<顔が似るほどに家族の愛は強くなるのか? ほかにはない形で家族を結び付けるのか?>
養子として育った写真家エリック・ミューラーは、「誰かに似ている」とはどんな感じなのかといつも考えていた。似るほどに愛は強くなるのか? ほかにはない形で家族を結び付けるのか?
育ての親には愛されたが、同性愛者で子供のいない(夫はいる)自分を、空を漂う葉っぱのようにも感じていた。そんなミューラーは40代で養子斡旋組織の力を借りて実の親を探し始め、45歳のときに母シェリルの写真を手に入れる(しかし、彼女は8年前に亡くなっていた)。

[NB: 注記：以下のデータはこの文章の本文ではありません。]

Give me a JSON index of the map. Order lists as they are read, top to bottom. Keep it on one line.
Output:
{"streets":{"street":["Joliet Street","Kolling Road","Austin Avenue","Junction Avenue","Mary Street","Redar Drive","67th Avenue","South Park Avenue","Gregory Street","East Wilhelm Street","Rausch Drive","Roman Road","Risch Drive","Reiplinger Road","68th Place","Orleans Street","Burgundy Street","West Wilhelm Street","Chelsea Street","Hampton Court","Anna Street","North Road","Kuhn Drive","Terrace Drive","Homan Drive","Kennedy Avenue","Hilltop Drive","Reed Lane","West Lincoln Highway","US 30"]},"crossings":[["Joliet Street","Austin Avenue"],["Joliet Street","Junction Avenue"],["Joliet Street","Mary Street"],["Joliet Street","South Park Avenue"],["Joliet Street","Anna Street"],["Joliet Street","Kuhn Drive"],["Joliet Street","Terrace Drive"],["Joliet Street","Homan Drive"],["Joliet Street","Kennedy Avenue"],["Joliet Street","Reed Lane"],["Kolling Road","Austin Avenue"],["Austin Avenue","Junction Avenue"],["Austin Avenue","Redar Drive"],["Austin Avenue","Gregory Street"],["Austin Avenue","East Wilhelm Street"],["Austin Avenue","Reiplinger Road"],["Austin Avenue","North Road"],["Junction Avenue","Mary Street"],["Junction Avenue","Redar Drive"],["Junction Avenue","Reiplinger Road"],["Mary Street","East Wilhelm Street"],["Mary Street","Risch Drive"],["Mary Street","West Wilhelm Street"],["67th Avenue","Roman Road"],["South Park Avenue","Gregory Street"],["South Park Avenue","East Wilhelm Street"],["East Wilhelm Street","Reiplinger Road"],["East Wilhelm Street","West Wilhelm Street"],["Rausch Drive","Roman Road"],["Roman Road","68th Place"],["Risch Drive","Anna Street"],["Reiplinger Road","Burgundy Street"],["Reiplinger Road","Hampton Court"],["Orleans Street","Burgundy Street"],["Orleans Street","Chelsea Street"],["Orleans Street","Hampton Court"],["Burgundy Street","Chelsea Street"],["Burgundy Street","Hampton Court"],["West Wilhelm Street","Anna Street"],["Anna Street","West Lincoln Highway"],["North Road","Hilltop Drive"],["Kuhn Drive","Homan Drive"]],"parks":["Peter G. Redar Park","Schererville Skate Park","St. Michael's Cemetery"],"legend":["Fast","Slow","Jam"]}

自分に似た人間を初めて見たときの気持ちは何とも説明しづらいものだったという。「安堵と驚嘆と喜びが入り交じり、生物学的な家族なしに育った喪失感への悲しさもあった」
稲妻に打たれたようなその経験を理解するために、彼は遺伝的つながりがあり、よく似た家族を記録することに。3年間で約700人を撮影したプロジェクトは、写真集『家族の相似』にまとまった。
被写体には家族と似ていることの意味を尋ねたが、答えは人によってさまざま。それでも誰かと根源的なところでつながっていることの証しと、それがもたらす安心感は共通しているようだった。